Several politicians come to mind. So do a number of newspaper columnists, more than a few celebrities and most MBAs. There are also fashion designers who believe that any woman over a size 6 is fat, able-bodied commuters who refuse to relinquish their seats to the elderly or the pregnant and the guy whose cell-phone went off three times during a recent performance of the play, The Island.
Nothing would give me greater satisfaction than seeing corporal punishment meted out to the rude, the cruel, the selfish and the arrogant.
Unfortunately, I am impeded by the Criminal Code. No matter how much people's behaviour irks me, I am not allowed to punch, slap or spank them. Barring self-defence, hitting someone is assault and is, in this country, not only illegal, but also considered morally wrong.
There are, however, two exceptions.
One is consent: If you are facing an opponent in a boxing ring, for instance, or if your name is Mistress Pain and your companion has been a very naughty boy. (Actually, if your name is Terri Jean Bedford, this could get you into trouble.)
The other is age.
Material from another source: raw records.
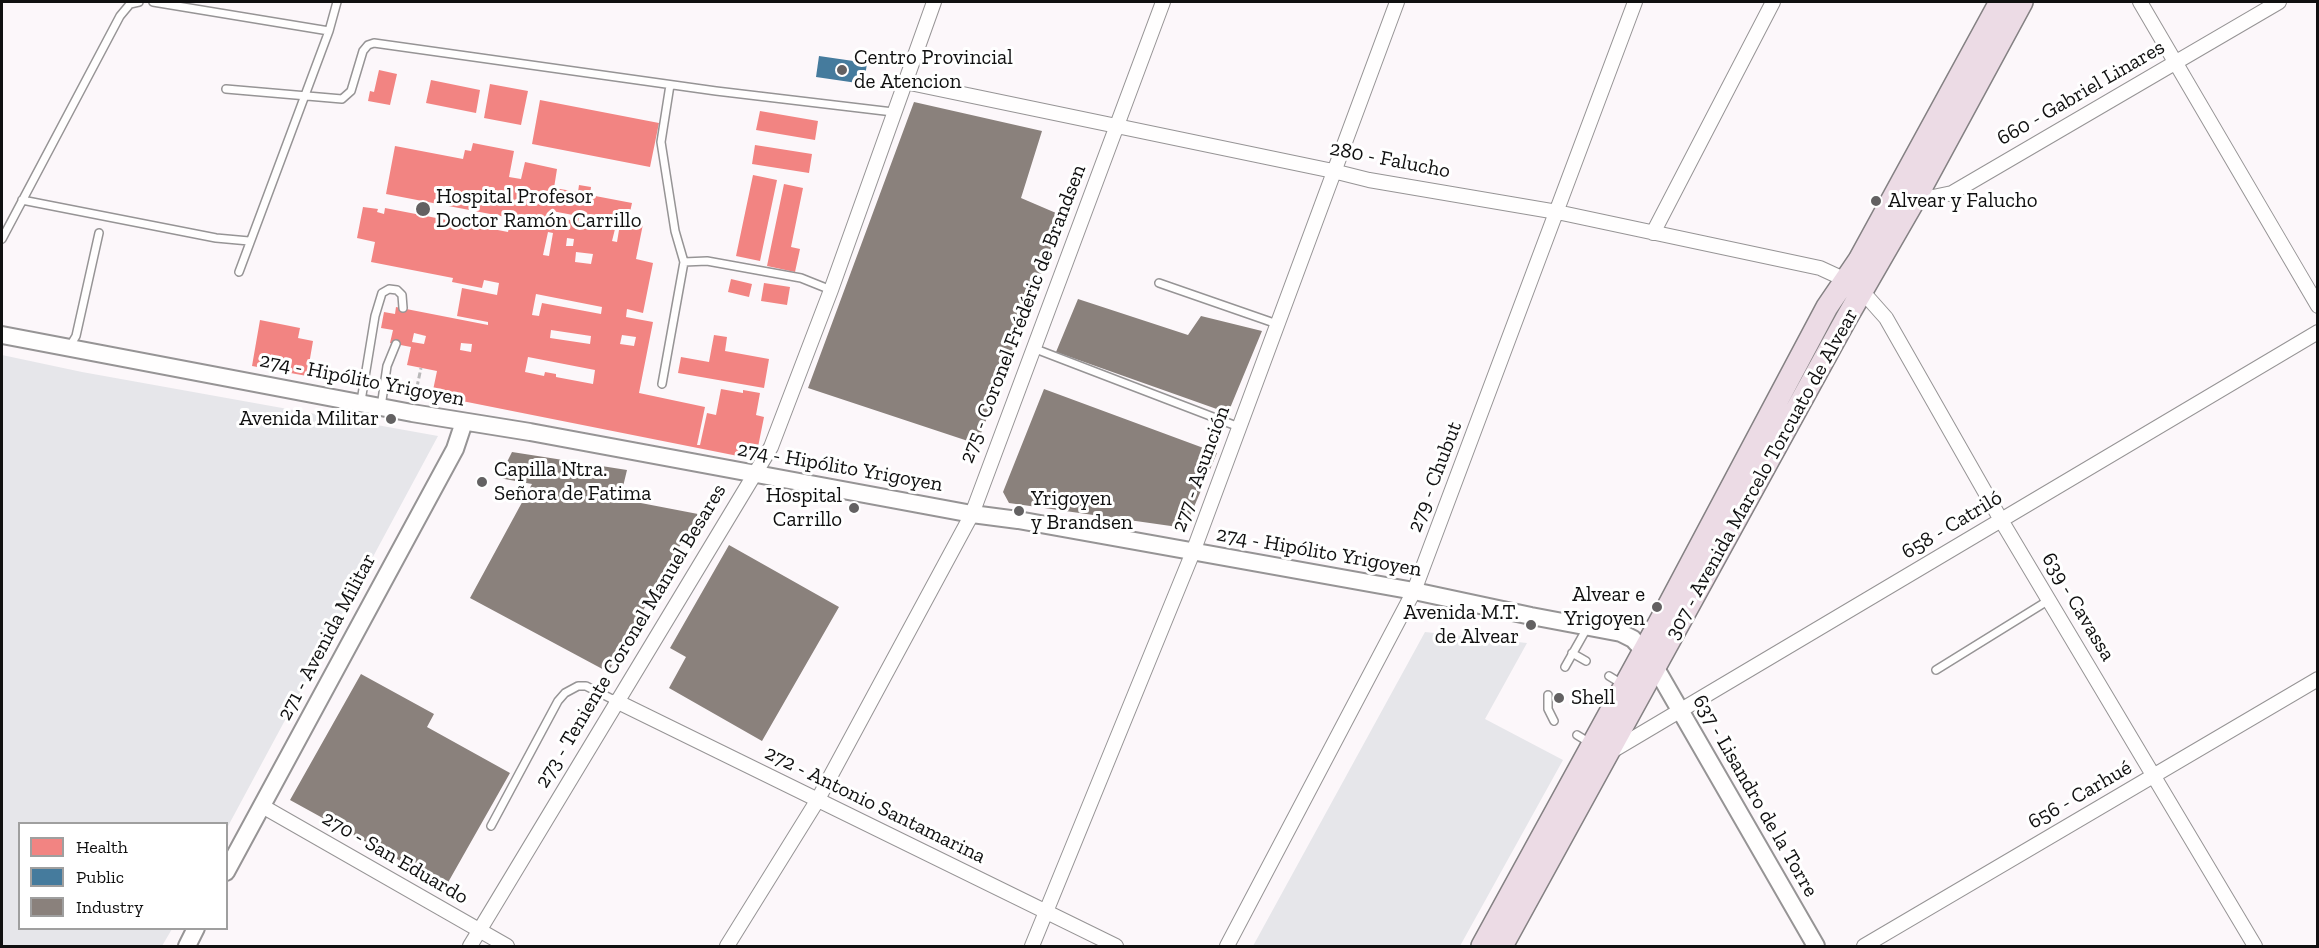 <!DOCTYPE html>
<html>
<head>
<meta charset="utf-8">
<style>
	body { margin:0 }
	#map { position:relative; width:2319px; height:948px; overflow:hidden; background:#fcf7fa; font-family:"Zilla Slab",serif }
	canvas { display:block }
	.frame { position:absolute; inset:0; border:3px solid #101010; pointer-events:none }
	.legend { position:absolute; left:18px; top:822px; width:210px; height:108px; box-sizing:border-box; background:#fff; border:2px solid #9f9f9f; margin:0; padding:8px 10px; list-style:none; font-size:18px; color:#101010 }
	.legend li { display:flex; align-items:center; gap:12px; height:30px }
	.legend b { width:30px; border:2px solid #9f9f9f }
</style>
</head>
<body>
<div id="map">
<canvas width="2319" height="948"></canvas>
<div class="frame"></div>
<ul class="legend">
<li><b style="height:16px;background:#f28482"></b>Health</li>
<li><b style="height:16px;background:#457b9d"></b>Public</li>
<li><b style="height:16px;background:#8a817c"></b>Industry</li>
</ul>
</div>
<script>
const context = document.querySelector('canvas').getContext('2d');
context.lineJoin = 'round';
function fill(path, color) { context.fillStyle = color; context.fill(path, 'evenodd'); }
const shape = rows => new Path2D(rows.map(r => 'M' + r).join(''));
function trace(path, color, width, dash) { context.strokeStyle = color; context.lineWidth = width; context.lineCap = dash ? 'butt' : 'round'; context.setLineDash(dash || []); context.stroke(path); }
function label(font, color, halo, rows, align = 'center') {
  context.font = font + ' "Zilla Slab",serif'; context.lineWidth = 6; context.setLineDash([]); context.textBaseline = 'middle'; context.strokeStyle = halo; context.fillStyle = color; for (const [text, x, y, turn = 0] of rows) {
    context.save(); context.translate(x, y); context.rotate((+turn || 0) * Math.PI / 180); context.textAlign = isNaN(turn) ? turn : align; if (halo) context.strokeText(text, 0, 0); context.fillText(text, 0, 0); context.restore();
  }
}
const industrial = shape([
	[2,355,82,372,438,436,227,828,226,824,20,824,20,928,172,929,162,946,2,946],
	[1425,632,1527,643,1485,719,1563,760,1460,946,1253,946]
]);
const health = shape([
	[379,70,397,74,390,105,368,101,370,91,374,92],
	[431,80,480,90,476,113,426,103],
	[490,84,528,91,521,125,484,118],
	[540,100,659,123,650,167,532,144],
	[760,111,818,121,815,140,756,130],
	[473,143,514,151,509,177,521,179,525,162,557,169,554,188,578,192,579,185,591,187,590,195,632,203,628,221,643,224,636,259,653,263,643,313,627,309,626,317,653,322,639,393,705,407,697,445,700,445,707,413,716,415,721,389,743,393,743,390,760,393,756,415,764,417,757,452,748,458,432,395,437,371,407,365,411,347,390,343,393,330,381,328,384,312,395,314,396,307,488,325,488,322,457,316,462,288,497,295,499,283,484,280,482,288,452,282,453,278,371,262,375,242,357,238,363,207,378,209,377,212,384,214,385,208,508,232,511,218,386,194,395,146,463,159,465,150,471,151],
	[552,211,620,224,617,242,612,241,615,229,578,222,579,218,571,217,570,220,551,216],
	[548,232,553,233,549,256,543,255],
	[567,238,574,239,573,246,566,246],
	[576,252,593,254,591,264,575,262],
	[536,294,602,307,601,314,542,303,539,316,532,315],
	[551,330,591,336,590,344,550,338],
	[414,333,426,336,424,344,412,342],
	[622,335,636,337,634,346,620,344],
	[461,343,472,344,471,352,460,350],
	[528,357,595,370,593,384,556,377,556,374,545,372,544,376,525,372],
	[755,145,812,154,809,173,752,164],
	[753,175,777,180,760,261,736,256],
	[784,184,803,188,791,247,800,249,795,272,767,266],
	[731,279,752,284,749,297,728,292],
	[764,283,790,287,787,305,761,301],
	[260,320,300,328,298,338,313,341,307,376,252,366],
	[714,335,727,337,725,351,769,359,764,388,678,373,681,357,709,362]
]);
const public = shape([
	[819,56,867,63,864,84,816,77]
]);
const industry = shape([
	[914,102,1042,131,1021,198,1063,216,977,444,808,388],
	[1078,299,1188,335,1201,316,1262,331,1228,413,1056,352],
	[1044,389,1217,453,1185,528,1009,503,1003,492],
	[512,452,627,470,620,499,698,514,608,672,470,598,532,484,499,478],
	[729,545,839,607,762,741,669,688,686,657,670,648],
	[361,674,434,714,427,727,510,773,446,886,290,800]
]);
const path = shape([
	[415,396,421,368]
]);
const service = shape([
	[153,2,329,31],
	[226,89,342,99,351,91,363,51,368,45,374,43,716,91,893,112],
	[22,200,216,238,249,241],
	[2,239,120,16,130,4,139,2],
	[684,262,707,261,801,278,831,290],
	[239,272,329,31,337,2],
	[1159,283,1277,324],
	[70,346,76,336,99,233],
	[1033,348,1239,427],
	[662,384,684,262,675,231,661,142,670,85],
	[361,401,375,316,382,293,389,289,397,290,402,295,403,308],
	[381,407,387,366,396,344],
	[1572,653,1586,661],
	[1565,667,1587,628],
	[1936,670,2049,600],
	[1609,676,1622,684],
	[1548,695,1548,709,1554,721],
	[1577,735,1590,743],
	[491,826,558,701,565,693,578,686,586,686,616,701]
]);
const minor = shape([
	[2140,2,2318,306],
	[905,82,1333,171,1369,180,1557,212,1820,268,1846,280,1862,291,1886,318,2001,520,2255,946],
	[1912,192,1933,197,1952,193,2279,2],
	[1653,233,1773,2],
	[616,701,1116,946],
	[1612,751,2318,332],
	[262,806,507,946],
	[470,946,771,447,831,290,934,2],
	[727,946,817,801,972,514,1163,2],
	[1032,946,1193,552,1397,2],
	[1227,946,1414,591,1635,2],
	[1864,946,2318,679]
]);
const tertiary = shape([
	[2,335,412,413,530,432,972,514,1018,520,1414,591,1531,616,1621,633,1633,639,1650,658,1816,946],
	[226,872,455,449,464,422],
	[187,946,196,928]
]);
const primary = shape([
	[1482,946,1665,612,1827,307,1859,260,2000,2],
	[1502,946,1846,319,1918,194,2022,2]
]);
const markers = [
	[842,70,6,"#636162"],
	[1876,201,6,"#636162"],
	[423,209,8,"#636162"],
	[391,419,6,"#636162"],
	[482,482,6,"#636162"],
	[854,508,6,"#636162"],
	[1019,511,6,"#636162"],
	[1657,607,6,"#636162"],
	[1531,625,6,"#636162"],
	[1559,698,6,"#636162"]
];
const poiNames = [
	["Centro Provincial",854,58],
	["de Atencion",854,82],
	["Hospital Profesor",436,197],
	["Doctor Ramón Carrillo",436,221],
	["Alvear y Falucho",1888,201],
	["Avenida Militar",379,419,"right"],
	["Capilla Ntra.",494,470],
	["Señora de Fatima",494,494],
	["Hospital",842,496,"right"],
	["Carrillo",842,520,"right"],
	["Yrigoyen",1031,499],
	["y Brandsen",1031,523],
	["Alvear e",1645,595,"right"],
	["Yrigoyen",1645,619,"right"],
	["Avenida M.T.",1519,613,"right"],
	["de Alvear",1519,637,"right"],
	["Shell",1571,698]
];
const streetNames = [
	["660 - Gabriel Linares",2081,93,-30],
	["280 - Falucho",1390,160,11],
	["275 - Coronel Frédéric de Brandsen",1023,314,-69],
	["274 - Hipólito Yrigoyen",362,380,11],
	["274 - Hipólito Yrigoyen",840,467,10],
	["277 - Asunción",1201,469,-70],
	["307 - Avenida Marcelo Torcuato de Alvear",1762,474,-61],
	["279 - Chubut",1435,477,-69],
	["658 - Catriló",1952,525,-31],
	["274 - Hipólito Yrigoyen",1319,552,10],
	["639 - Cavassa",2078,607,59],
	["273 - Teniente Coronel Manuel Besares",631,636,-59],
	["271 - Avenida Militar",327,637,-62],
	["656 - Carhué",2080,795,-30],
	["637 - Lisandro de la Torre",1755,796,60],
	["272 - Antonio Santamarina",875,805,26],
	["270 - San Eduardo",395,858,30]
];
fill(industrial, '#e6e6ea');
fill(health, '#f28482');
fill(public, '#457b9d');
fill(industry, '#8a817c');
trace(service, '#969495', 10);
trace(minor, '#969495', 16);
trace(tertiary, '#969495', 20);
trace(primary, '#848183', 24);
trace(path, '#b9b8b9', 3, [6, 3]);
trace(service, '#fffefe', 7);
trace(minor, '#fffefe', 14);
trace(tertiary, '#fffefe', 16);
trace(primary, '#ecdbe5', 21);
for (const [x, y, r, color] of markers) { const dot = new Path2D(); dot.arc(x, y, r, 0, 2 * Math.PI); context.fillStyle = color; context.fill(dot); trace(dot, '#fff', 2); }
label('21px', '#101010', '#fff', poiNames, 'left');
label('21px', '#101010', '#fff', streetNames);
</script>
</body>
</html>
Adults are permitted by the Criminal Code to spank children in their care for "correctional" purposes, provided that the force, as Ontario's Superior Court of Justice upheld last year, is "reasonable under the circumstances."
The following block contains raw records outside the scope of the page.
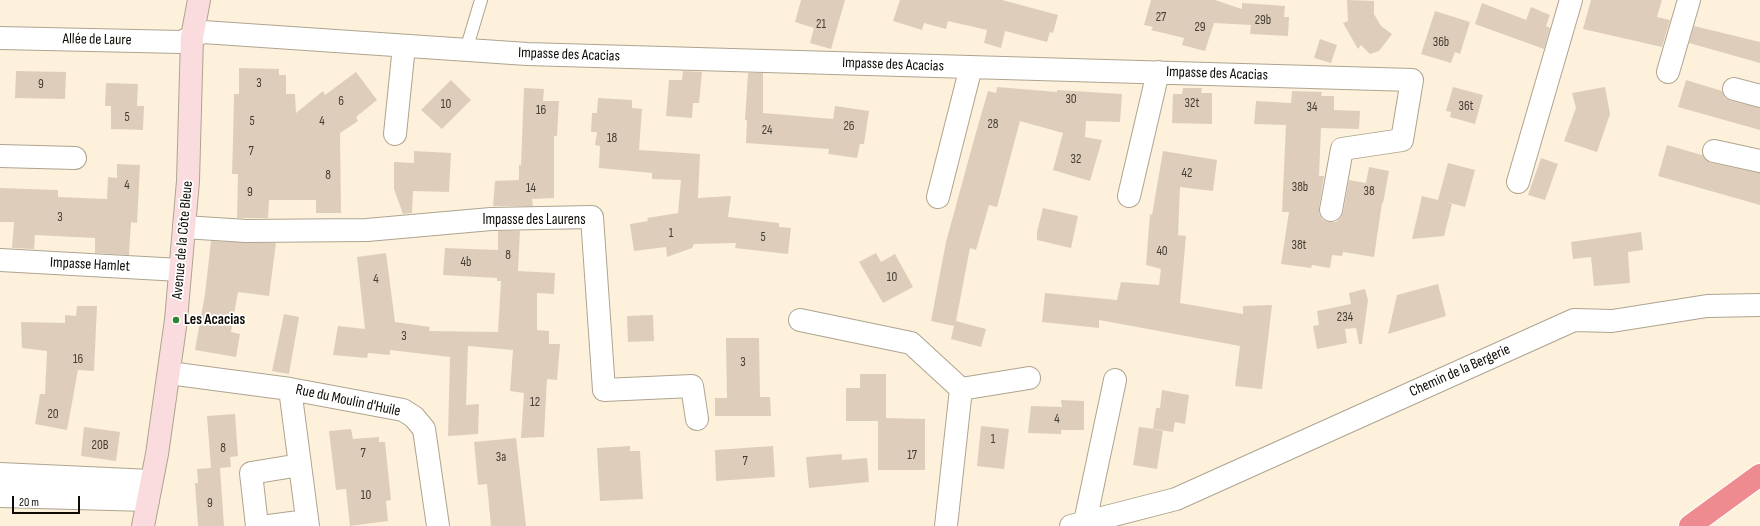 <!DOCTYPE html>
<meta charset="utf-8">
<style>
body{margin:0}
#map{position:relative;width:1760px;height:526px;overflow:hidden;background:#fdf1db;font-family:"Sofia Sans Condensed",sans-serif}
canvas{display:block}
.scale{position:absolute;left:12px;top:496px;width:68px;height:18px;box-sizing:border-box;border:2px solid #0e0b05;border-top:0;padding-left:5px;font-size:12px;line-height:14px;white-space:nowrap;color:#0e0b05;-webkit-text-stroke:3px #fff;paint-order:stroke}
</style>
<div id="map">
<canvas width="1760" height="526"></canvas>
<div class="scale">20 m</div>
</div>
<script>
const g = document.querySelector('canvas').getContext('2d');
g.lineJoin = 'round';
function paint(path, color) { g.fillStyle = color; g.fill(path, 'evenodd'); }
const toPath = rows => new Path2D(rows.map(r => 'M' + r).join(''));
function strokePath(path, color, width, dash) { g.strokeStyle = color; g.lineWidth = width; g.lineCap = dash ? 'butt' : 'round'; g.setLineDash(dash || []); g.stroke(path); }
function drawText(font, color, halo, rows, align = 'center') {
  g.font = font + ' "Sofia Sans Condensed",sans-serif'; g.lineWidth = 3.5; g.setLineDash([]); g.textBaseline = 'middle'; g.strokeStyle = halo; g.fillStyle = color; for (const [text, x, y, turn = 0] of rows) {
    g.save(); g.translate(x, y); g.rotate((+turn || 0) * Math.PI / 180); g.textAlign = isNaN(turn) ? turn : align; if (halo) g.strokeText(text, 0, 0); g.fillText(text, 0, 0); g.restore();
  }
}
const building = toPath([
 [801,0,845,0,831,49,810,43,814,28,795,22],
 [900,0,1002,0,1058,15,1053,33,1050,32,1047,42,1005,31,1001,48,984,43,987,30,948,21,946,29,924,23,922,30,893,21],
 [1151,0,1215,0,1242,9,1242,3,1285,6,1284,17,1289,17,1288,36,1250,34,1251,25,1214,23,1205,51,1182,45,1184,38,1151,30,1153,27,1144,25],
 [1347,0,1374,1,1374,14,1381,26,1392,34,1379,51,1370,54,1361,45,1358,49,1343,23,1348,21],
 [1591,0,1662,0,1657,17,1670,20,1662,47,1583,29],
 [1482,3,1526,20,1531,7,1550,15,1546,26,1550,28,1544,49,1475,24],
 [1435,11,1470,22,1460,54,1455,52,1451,63,1421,54],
 [1694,26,1760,42,1760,63,1689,43],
 [1320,39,1337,45,1331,63,1314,58],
 [239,68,279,69,279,75,286,75,286,94,295,94,296,113,323,91,325,95,356,72,377,100,356,117,358,121,340,133,341,213,316,213,316,200,269,200,268,218,237,218,238,174,232,174,233,140,234,94,239,94],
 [16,71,66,72,65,99,15,98],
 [683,71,702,72,699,103,693,103,692,118,666,116,669,80,682,80],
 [748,73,763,73,763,113,833,119,835,106,869,111,864,144,860,144,857,158,828,154,829,149,746,143,747,120,745,120],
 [451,80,471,100,442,129,421,110],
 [1686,80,1722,91,1725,98,1731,101,1760,108,1760,130,1678,107],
 [106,83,138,84,137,106,144,106,143,130,111,129,111,106,105,106],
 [997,87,1057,92,1057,90,1122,94,1120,122,1086,121,1085,137,1102,140,1090,181,1053,170,1063,133,1020,121,997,207,989,205,976,250,970,248,956,321,986,329,981,347,951,339,954,326,931,321,946,242,975,136,988,91,996,93],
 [1453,87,1483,95,1475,124,1450,117,1451,112,1446,111],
 [1605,87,1610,114,1597,152,1564,141,1576,108,1572,93],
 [524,88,544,89,543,101,559,101,557,136,554,136,554,198,532,199,533,206,493,206,495,181,519,180,519,165,521,165],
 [1183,88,1202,88,1201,93,1212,93,1212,124,1172,123,1173,94,1182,94],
 [1292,91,1322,92,1321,96,1334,96,1334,110,1360,111,1359,129,1321,128,1319,176,1324,176,1319,208,1319,214,1323,220,1329,222,1336,222,1341,218,1343,213,1349,180,1366,183,1369,167,1389,171,1383,203,1382,203,1374,257,1343,252,1342,256,1332,255,1330,268,1312,265,1311,268,1281,264,1289,212,1282,212,1286,125,1254,124,1256,101,1291,103],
 [598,98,632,100,632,108,642,109,639,150,700,154,698,198,731,196,728,217,779,223,779,227,791,228,788,254,735,248,736,243,694,244,692,248,667,257,666,247,634,251,630,224,648,221,647,218,678,213,681,180,652,179,652,173,599,168,600,146,595,145,597,132,591,132,592,113,597,113],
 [1667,145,1702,155,1706,160,1711,163,1760,173,1760,205,1658,176],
 [414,151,451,153,449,192,413,191,412,213,403,214,394,189,394,162,414,163],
 [1163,151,1217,160,1213,191,1180,187,1178,235,1186,236,1180,303,1243,314,1243,306,1272,305,1262,389,1235,386,1240,346,1099,320,1099,328,1042,322,1045,293,1117,300,1121,282,1159,285,1161,269,1146,265,1150,214,1152,215],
 [1541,158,1558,164,1545,200,1528,195],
 [1448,163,1475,170,1465,207,1443,201,1452,204,1444,236,1412,239,1422,196,1438,200],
 [117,164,140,165,137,223,131,222,129,255,95,253,95,238,35,235,34,249,12,248,14,222,0,222,0,188,58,190,58,197,107,199,108,177,117,178],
 [1043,208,1078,216,1071,248,1037,240,1037,232],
 [498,231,520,231,518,271,555,273,554,294,537,293,537,330,549,331,549,344,560,344,557,380,547,379,544,437,521,438,524,393,510,391,513,350,468,346,466,405,479,404,478,434,448,436,450,357,390,350,390,355,368,353,367,358,333,355,338,326,365,329,357,257,386,253,395,322,430,327,429,331,498,332,501,281,497,281,497,278,443,275,445,248,498,250],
 [1641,232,1643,250,1628,252,1630,283,1594,286,1591,257,1573,259,1571,242],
 [211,241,276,243,269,296,238,292,231,332,240,334,236,357,195,350,205,294],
 [876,253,881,262,895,254,913,287,883,303,859,262],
 [1438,284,1446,316,1388,334,1397,295],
 [1365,289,1368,300,1362,344,1359,344,1356,328,1345,329,1347,343,1317,349,1313,326,1319,325,1317,311,1351,304,1349,293],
 [77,306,97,306,94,371,78,370,67,430,35,424,40,394,45,394,47,351,22,348,21,322,65,323,65,315,76,316],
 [284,314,299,317,289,374,272,371],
 [653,315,654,341,628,342,627,316],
 [726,338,759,338,760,397,770,397,771,416,715,416,715,398,727,398],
 [860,374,886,374,886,418,925,419,925,470,878,470,878,421,846,421,846,388,860,388],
 [1162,390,1189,395,1185,424,1175,422,1173,432,1153,429,1156,408,1160,408],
 [1061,400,1084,401,1084,430,1061,430,1061,434,1028,433,1031,406,1062,407],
 [235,414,238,456,230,457,231,467,220,468,224,526,198,526,195,483,198,483,197,469,211,468,207,416],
 [981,426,1009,429,1004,469,977,466],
 [84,427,120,432,116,461,81,456],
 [1139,427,1163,430,1157,469,1133,465],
 [351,429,353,439,379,437,379,442,385,442,391,500,386,501,388,521,350,526,346,489,336,490,329,431],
 [516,438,526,526,491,526,487,484,478,485,474,442],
 [630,446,630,451,640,451,643,499,600,501,597,448],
 [773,446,775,477,716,481,715,450],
 [842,454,842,460,867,458,869,482,809,488,806,457]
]);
const lane = toPath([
 [466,50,481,0]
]);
const street = toPath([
 [0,38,181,42,203,32,527,54,1412,80,1402,140,1342,149,1331,210],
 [1668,72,1689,0],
 [1734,89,1760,96],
 [395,134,404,46],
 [1714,151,1760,161],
 [0,156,75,158],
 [1518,182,1571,0],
 [1129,196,1158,72],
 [938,197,971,67],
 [184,227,246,231,367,230,491,219,592,217,604,390,692,386,697,419],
 [0,260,180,270],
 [800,320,911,343,961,389,946,526],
 [169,373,290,389,403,410,414,417,424,429,438,526],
 [290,389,308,526],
 [961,389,1029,378],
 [0,474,151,481],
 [0,496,148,500],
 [1085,522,1115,380],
 [257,526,251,473,300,465],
 [269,526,307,521],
 [1071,526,1176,499,1574,320,1612,321,1707,306,1760,305]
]);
const secondary = toPath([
 [143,526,157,454,176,320,188,181,192,37,199,0]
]);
const highway = toPath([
 [1690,526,1760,475]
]);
const markers = [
 [176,320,4,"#2c8230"]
];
const numberNames = [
 ["27",1161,18],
 ["29b",1263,21],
 ["21",821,25],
 ["29",1200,28],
 ["36b",1441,43],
 ["3",259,84],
 ["9",41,85],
 ["30",1071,100],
 ["6",341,102],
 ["32t",1192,104],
 ["10",446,105],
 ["36t",1466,107],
 ["34",1312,108],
 ["16",541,111],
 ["5",127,118],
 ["5",252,122],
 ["4",322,122],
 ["28",993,125],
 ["26",849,127],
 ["24",767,131],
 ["18",612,139],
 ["7",251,152],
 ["32",1076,160],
 ["42",1187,174],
 ["8",328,176],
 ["4",127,186],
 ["38b",1300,188],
 ["14",531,189],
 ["38",1369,192],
 ["9",250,193],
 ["3",60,218],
 ["1",671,234],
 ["5",763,238],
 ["38t",1299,246],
 ["40",1162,252],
 ["8",508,256],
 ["4b",466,263],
 ["10",892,278],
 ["4",376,280],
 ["234",1345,318],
 ["3",404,337],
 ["16",78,360],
 ["3",743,363],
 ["12",535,403],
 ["20",53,415],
 ["4",1057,420],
 ["1",993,440],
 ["20B",100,446],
 ["8",223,449],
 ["7",363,454],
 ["17",912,456],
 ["3a",501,458],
 ["7",745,462],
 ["10",366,496],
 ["9",210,504]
];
const streetNames = [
 ["Allée de Laure",97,40,1],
 ["Impasse des Acacias",569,55,2],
 ["Impasse des Acacias",893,65,2],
 ["Impasse des Acacias",1217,74,2],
 ["Impasse des Laurens",534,220],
 ["Avenue de la Côte Bleue",183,240,-85],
 ["Impasse Hamlet",90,265,3],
 ["Chemin de la Bergerie",1460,371,-24],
 ["Rue du Moulin d'Huile",348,401,12]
];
const poiNames = [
 ["Les Acacias",184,320]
];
paint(building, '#dfcdbb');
strokePath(lane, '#aea48f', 14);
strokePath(street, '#aea48f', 24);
strokePath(secondary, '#aea48f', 24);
strokePath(highway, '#fff', 24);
strokePath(lane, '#fff', 12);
strokePath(street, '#fff', 22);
strokePath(secondary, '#fadcde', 22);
strokePath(highway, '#ed8b90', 22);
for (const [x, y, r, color] of markers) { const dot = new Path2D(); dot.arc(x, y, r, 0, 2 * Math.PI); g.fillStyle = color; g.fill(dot); strokePath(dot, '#fff', 1.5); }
drawText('13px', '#423c32', null, numberNames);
drawText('15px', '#0e0b05', '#fff', streetNames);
drawText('bold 15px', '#0e0b05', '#fff', poiNames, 'left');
</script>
As far as discipline goes, spanking is a highly effective practice if the goal is to humiliate, bully, frighten and intimidate. It's a good method for making someone submissive and resentful, but not a particularly useful way to teach communication, respect, or patience. No reasonable and loving parent ever feels good about hitting his or her child, especially when there are dozens of other more effective, humane and appropriate punishments, from timeouts to stern lectures to extra chores.
Some children's advocates even argue that spanking is a violation of a child's human rights and I'd agree. The Charter of Rights and Freedoms guarantees that every individual is "equal before and under the law and has the right to the equal protection and equal benefit of the law without discrimination" on the basis of, among other things, age. Why should the law protect adults from being hit, slapped or spanked and not children? If a blow to child's face can't be justified, how can one to the bum be justified? (Ontario's Superior Court doesn't share this view. Last year, it rejected a legal challenge to the Criminal Code provisions that allow for spanking. An appeal is set for September.)
Last week, seven children were taken from their home in Aylmer, Ontario, by police and child welfare workers after their parents repeatedly refused to agree to stop hitting the kids with rods or switches, a practice endorsed by the Aylmer Church of God, where they worship. According to the family's pastor, children "want their parents to (hit them) because it makes them happy children." Pastor Henry Hildebrandt also said that corporal punishment is validated by the Bible, a book, it should be noted, which has also been used to validate slavery, the death penalty, the oppression of women, the so-called superiority of white Christians and the persecution of homosexuals.
It was an ugly scene last Wednesday, with the seven kids dragged away screaming in terror and the social workers painted as monsters. A neighbour said the family was "quiet" and that there was "no indication of any problems." For its part, Family and Children's Services has been silent on the details, but made it clear that mere spanking isn't enough to even warrant an investigation - injuries or weapons have to be evident before child welfare staff become involved in any way. In this case, social workers responded to a report of abuse and had several meetings with the family. If it turns out that they are not being ill-treated, the children will be returned to their parents.
Taking children from their parents when there is strong, compelling evidence of abuse or neglect is a horrible, but necessary practice. Not surprisingly, on occasion, child-welfare workers overreact and make tragic errors.
More often than not, though, they are heroes, champions for people who are helpless and utterly dependent upon their abusers. Around the same time as the incident in Aylmer, police and child-welfare workers rescued two boys from a home outside Oshawa, where their parents had subjected them to beatings, confinement in cages and near starvation.
A shocked neighbour said afterward that the family was neat, tidy and quiet and that there was no indication of any kind of problem.